Grapes: 75% Cinsault, 25% Grenache

Soil: Granite

Winemaking: The grapes are pressed and fermented separately in concrete tanks and blended before bottling.

‘Le Preyna’ is the name of an old parcel planted with 75% Cinsault and 25% Grenache in deep granitic soils. This is a typical, light-bodied, everyday wine local to the region.

From the importer Selection Massale: Martin Texier (you may have heard of his father, Eric, the now famous northern Rhône natural wine producer) began making wine in 2014 after a previous life studying economics. After leaving university, he ventured into music (he is an accomplished DJ) and also spent time in New York City learning about the wine trade here (he held internships at both Uva Wines in Brooklyn and Flatiron Wines in Manhattan, as well as the greatest record store in the world, A1 Records). It was after this that he realized that his calling was to follow in his father’s footsteps and return to the vines.

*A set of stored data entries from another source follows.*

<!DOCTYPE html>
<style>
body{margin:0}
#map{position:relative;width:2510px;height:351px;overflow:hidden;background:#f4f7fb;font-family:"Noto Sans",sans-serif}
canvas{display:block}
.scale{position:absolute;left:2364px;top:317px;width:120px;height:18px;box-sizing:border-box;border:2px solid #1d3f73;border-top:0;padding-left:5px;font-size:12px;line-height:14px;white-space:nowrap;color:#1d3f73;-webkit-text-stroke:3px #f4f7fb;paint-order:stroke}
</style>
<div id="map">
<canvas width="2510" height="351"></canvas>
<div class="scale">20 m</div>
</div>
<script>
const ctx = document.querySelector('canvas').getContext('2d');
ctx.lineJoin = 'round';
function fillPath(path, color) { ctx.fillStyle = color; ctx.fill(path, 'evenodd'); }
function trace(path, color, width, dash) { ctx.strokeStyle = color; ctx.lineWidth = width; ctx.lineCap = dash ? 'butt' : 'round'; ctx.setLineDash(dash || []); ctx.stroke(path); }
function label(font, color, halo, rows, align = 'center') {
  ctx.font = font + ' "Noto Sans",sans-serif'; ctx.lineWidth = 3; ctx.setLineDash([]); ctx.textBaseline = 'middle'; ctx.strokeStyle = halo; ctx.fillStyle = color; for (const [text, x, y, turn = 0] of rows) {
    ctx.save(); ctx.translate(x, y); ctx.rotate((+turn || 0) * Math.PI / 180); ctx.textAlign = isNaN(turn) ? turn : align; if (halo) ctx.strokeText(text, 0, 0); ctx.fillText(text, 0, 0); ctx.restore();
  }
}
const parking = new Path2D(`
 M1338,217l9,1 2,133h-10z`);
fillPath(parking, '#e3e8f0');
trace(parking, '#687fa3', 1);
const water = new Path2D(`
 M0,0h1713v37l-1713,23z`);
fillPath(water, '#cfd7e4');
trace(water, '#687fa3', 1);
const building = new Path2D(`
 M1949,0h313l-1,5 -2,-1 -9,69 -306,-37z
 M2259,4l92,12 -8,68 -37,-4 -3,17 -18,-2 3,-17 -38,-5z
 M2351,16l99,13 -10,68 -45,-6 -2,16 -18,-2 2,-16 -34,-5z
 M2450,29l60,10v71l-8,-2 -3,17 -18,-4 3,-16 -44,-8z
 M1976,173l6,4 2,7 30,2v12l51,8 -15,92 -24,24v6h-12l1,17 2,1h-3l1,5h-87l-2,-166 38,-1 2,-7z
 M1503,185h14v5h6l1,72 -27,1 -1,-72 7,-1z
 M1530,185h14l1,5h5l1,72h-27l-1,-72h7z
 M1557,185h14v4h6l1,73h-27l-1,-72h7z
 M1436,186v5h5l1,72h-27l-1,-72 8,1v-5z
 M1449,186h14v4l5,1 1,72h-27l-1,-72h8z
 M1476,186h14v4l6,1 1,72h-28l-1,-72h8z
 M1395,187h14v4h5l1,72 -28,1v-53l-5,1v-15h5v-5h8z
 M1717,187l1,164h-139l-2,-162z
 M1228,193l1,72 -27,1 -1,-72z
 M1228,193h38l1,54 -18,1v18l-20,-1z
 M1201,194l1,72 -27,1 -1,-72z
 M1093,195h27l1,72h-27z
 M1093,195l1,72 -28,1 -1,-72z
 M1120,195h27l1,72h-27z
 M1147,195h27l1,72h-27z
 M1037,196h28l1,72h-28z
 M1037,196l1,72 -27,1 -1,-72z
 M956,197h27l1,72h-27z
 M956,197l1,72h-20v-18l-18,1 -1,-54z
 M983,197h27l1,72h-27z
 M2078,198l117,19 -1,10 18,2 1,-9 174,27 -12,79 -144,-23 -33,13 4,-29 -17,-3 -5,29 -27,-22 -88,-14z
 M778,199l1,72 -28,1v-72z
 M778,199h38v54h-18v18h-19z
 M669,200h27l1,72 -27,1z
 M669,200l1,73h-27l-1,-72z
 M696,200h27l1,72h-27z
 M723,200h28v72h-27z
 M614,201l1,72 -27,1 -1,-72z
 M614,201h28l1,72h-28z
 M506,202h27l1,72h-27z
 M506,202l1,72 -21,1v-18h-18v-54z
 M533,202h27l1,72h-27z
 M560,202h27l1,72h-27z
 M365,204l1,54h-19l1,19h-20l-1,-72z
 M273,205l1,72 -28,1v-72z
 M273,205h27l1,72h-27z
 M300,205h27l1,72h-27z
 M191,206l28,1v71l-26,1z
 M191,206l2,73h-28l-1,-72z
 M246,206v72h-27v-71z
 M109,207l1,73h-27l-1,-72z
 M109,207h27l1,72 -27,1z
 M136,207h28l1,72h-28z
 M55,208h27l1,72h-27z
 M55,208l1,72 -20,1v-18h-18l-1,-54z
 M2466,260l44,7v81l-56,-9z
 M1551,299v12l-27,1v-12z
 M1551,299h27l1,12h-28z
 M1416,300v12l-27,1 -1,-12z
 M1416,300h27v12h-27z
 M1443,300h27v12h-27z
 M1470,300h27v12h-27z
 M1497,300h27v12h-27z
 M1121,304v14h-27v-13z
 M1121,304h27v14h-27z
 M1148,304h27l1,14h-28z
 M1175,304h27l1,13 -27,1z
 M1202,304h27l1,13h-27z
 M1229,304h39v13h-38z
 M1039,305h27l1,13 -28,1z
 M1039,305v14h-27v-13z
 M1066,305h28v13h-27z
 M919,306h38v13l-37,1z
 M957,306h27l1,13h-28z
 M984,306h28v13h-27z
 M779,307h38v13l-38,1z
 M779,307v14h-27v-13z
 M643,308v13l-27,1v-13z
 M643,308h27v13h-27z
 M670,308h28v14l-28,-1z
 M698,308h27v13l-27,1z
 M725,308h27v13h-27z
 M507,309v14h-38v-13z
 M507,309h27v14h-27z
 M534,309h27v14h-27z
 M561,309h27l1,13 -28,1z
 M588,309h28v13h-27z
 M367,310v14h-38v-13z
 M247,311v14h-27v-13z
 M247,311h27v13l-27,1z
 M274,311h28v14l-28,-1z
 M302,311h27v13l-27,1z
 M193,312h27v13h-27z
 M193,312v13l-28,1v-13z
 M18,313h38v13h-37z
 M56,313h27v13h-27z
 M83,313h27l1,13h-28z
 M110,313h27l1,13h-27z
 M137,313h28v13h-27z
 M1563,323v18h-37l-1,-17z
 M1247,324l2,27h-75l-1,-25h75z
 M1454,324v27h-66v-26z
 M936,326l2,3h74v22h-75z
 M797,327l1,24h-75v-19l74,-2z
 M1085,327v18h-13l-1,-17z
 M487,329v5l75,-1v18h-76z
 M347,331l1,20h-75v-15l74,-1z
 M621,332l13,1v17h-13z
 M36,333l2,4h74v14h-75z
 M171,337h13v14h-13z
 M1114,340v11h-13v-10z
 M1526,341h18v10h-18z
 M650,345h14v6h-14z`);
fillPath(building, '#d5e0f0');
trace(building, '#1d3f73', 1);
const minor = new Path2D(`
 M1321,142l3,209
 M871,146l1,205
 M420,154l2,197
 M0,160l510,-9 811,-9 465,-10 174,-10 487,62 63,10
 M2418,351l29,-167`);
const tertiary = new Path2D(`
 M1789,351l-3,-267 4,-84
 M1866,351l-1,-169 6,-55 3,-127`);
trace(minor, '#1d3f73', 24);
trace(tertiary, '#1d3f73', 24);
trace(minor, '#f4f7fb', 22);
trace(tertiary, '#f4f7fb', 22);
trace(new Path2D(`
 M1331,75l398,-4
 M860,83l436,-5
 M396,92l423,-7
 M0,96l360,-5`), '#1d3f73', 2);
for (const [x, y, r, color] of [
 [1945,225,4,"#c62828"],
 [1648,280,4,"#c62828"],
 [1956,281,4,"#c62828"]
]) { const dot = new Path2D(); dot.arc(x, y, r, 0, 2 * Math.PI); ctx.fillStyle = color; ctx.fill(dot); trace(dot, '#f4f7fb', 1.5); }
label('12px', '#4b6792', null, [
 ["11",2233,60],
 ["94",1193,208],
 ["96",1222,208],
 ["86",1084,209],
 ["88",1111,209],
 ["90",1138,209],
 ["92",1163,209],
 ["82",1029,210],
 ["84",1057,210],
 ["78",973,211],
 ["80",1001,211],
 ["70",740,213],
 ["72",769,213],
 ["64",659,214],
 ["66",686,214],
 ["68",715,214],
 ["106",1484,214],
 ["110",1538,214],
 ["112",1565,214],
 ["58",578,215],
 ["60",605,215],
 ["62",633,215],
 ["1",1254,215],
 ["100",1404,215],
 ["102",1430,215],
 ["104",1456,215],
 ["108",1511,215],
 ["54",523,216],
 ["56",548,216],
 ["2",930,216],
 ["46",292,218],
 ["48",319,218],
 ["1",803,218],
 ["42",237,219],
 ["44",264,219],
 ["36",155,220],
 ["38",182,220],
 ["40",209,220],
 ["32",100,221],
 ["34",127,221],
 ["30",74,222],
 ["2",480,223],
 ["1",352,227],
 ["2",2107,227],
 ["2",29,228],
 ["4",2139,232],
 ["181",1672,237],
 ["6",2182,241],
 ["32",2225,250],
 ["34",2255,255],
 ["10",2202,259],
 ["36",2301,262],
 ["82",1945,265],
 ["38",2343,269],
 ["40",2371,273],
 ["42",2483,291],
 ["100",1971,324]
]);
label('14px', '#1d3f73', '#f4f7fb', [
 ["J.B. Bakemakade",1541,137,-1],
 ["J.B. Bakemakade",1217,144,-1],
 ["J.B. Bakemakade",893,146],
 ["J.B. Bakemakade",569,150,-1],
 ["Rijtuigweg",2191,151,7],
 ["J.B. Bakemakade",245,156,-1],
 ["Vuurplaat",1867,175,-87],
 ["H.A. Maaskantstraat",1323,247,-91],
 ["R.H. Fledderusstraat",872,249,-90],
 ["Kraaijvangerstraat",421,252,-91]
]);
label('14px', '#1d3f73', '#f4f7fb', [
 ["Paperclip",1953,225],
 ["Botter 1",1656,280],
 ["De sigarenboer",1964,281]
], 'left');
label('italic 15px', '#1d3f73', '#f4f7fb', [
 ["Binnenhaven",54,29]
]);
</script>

He now has five hectares in and around St.-Julien-en-St.-Alban, planted to classic Rhône varieties, both red and white. There are many different soil types here: clay, limestone, gneiss, schist and granite, making for a wide range of different styles of wine to be made. Martin’s passion is to revive the local traditions of working the natural way, both in the vines and in the cellar (native yeast fermentations, no sulfur). The results he has been getting this early in his career are a clear testament to his skills.